The problem:
Give back only the line containing "Extract the structured" and every line after it through the end of the data below, transcribed exactly.

Information shown:
--- START ---
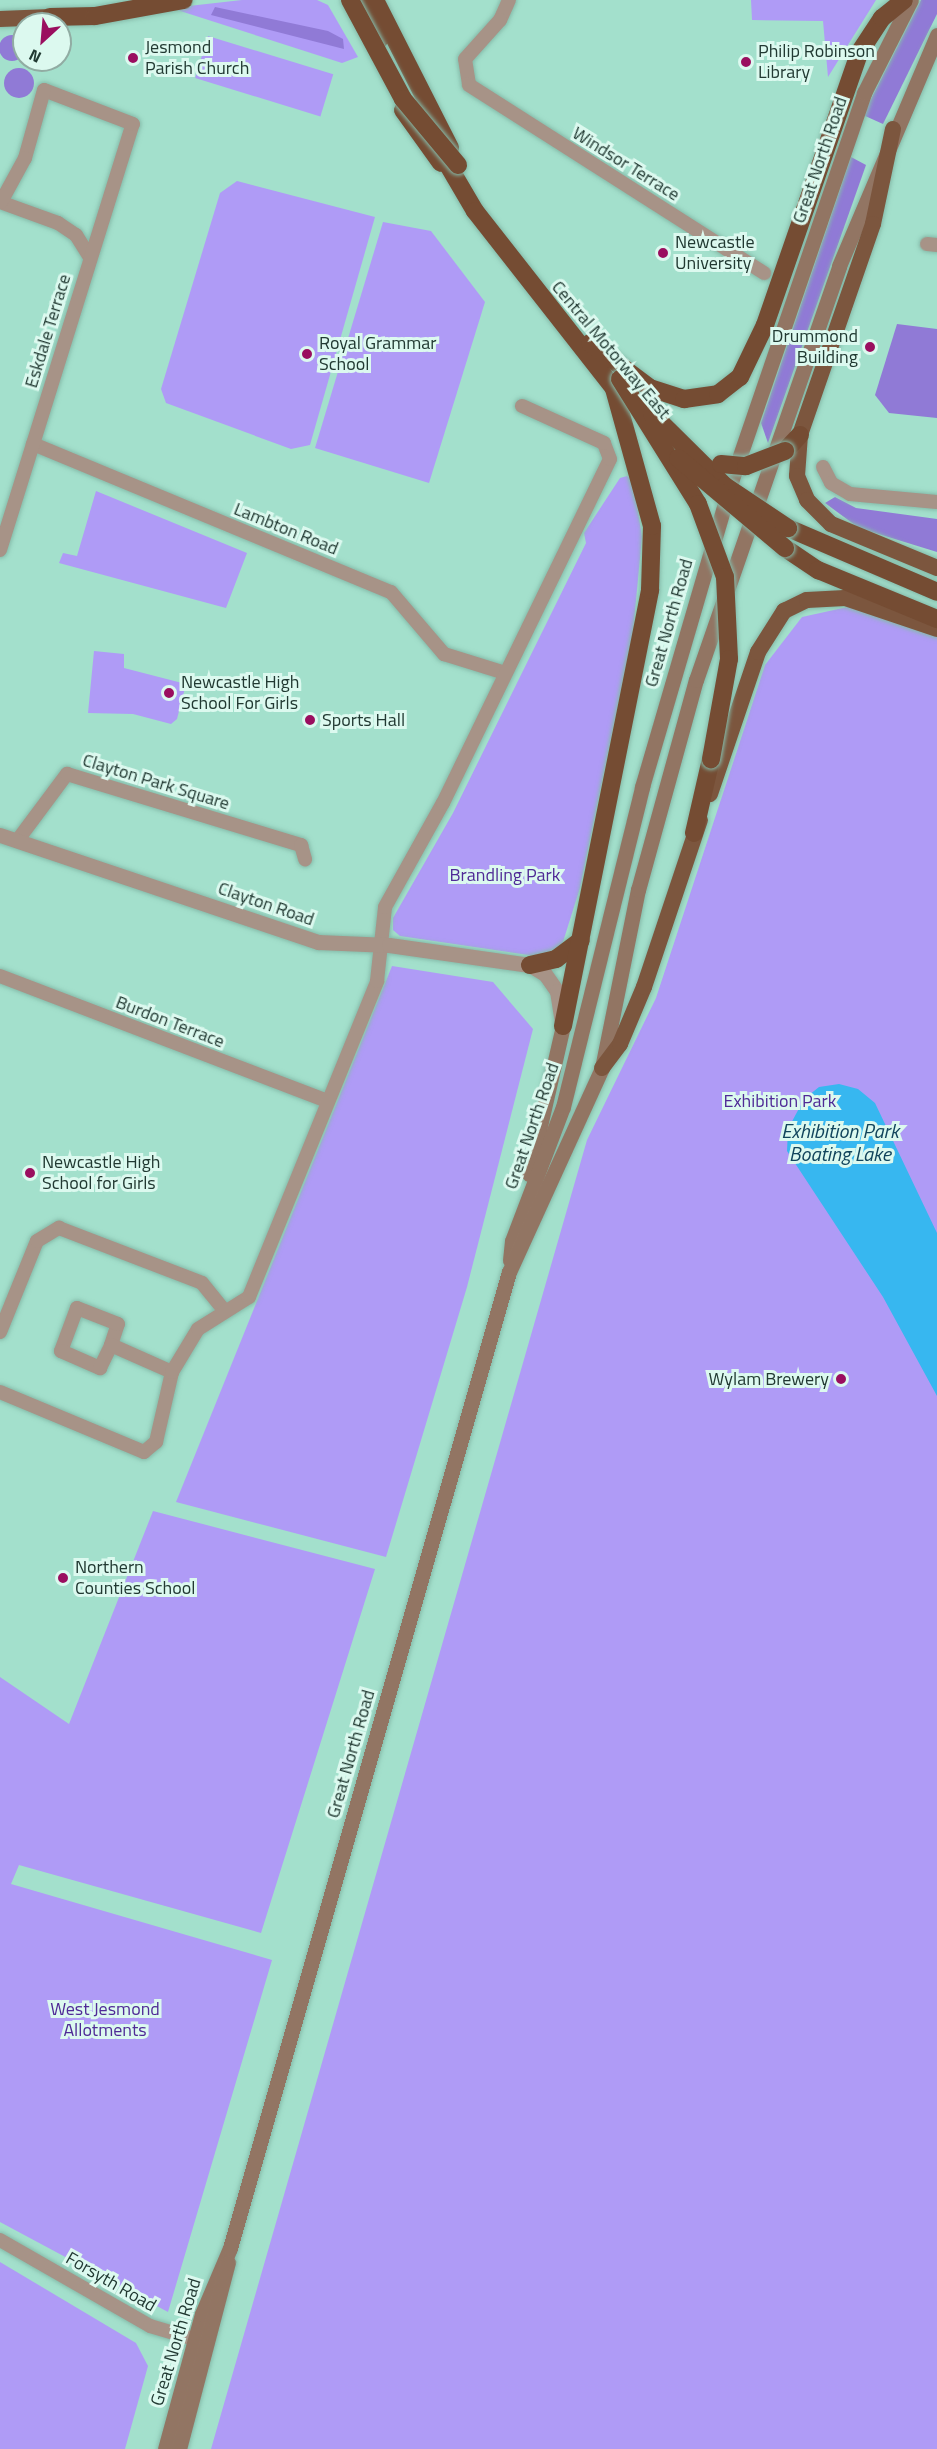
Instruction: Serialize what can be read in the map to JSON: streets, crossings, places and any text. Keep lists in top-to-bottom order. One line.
{"streets":{"highway":["Central Motorway East"],"main road":["Great North Road"],"street":["Windsor Terrace","Eskdale Terrace","Lambton Road","Clayton Park Square","Clayton Road","Burdon Terrace","Forsyth Road"]},"crossings":[["Great North Road","Forsyth Road"],["Eskdale Terrace","Lambton Road"],["Clayton Park Square","Clayton Road"]],"water":["Exhibition Park Boating Lake"],"parks":["Brandling Park","Exhibition Park","West Jesmond Allotments"],"places":["Jesmond Parish Church","Philip Robinson Library","Newcastle University","Drummond Building","Royal Grammar School","Newcastle High School For Girls","Sports Hall","Newcastle High School for Girls","Wylam Brewery","Northern Counties School"],"north":"bottom left"}
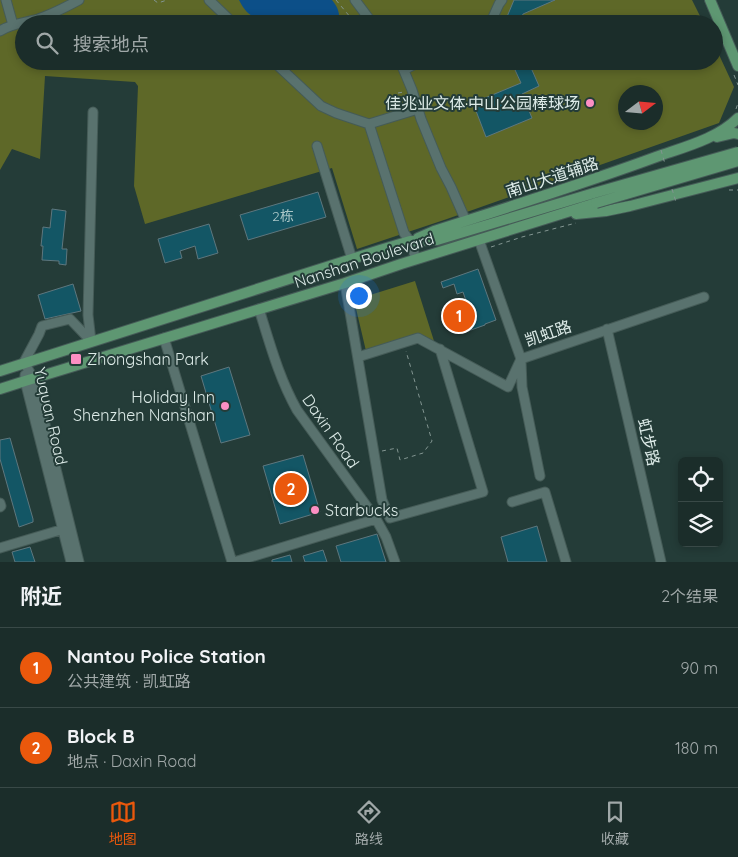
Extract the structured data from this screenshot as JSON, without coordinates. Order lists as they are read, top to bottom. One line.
{"streets":{"main road":["南山大道辅路","Nanshan Boulevard"],"street":["凯虹路","Yuquan Road","Daxin Road","虹步路"]},"crossings":[["南山大道辅路","Nanshan Boulevard"],["Nanshan Boulevard","凯虹路"],["Nanshan Boulevard","Yuquan Road"],["Nanshan Boulevard","Daxin Road"],["凯虹路","虹步路"]],"places":{"other":["佳兆业文体·中山公园棒球场","Holiday Inn Shenzhen Nanshan","Starbucks"],"transit":["Zhongshan Park"]},"house_numbers":["2栋"],"north":"right","page":{"search":"搜索地点","pins":["1","2"],"heading":["附近","2个结果"],"list":[{"mark":"1","name":"Nantou Police Station","note":"公共建筑 · 凯虹路","value":"90 m"},{"mark":"2","name":"Block B","note":"地点 · Daxin Road","value":"180 m"}],"nav":["地图","路线","收藏"]}}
--- END ---
Answer space:
Extract the structured data from this screenshot as JSON, without coordinates. Order lists as they are read, top to bottom. One line.
{"streets":{"main road":["南山大道辅路","Nanshan Boulevard"],"street":["凯虹路","Yuquan Road","Daxin Road","虹步路"]},"crossings":[["南山大道辅路","Nanshan Boulevard"],["Nanshan Boulevard","凯虹路"],["Nanshan Boulevard","Yuquan Road"],["Nanshan Boulevard","Daxin Road"],["凯虹路","虹步路"]],"places":{"other":["佳兆业文体·中山公园棒球场","Holiday Inn Shenzhen Nanshan","Starbucks"],"transit":["Zhongshan Park"]},"house_numbers":["2栋"],"north":"right","page":{"search":"搜索地点","pins":["1","2"],"heading":["附近","2个结果"],"list":[{"mark":"1","name":"Nantou Police Station","note":"公共建筑 · 凯虹路","value":"90 m"},{"mark":"2","name":"Block B","note":"地点 · Daxin Road","value":"180 m"}],"nav":["地图","路线","收藏"]}}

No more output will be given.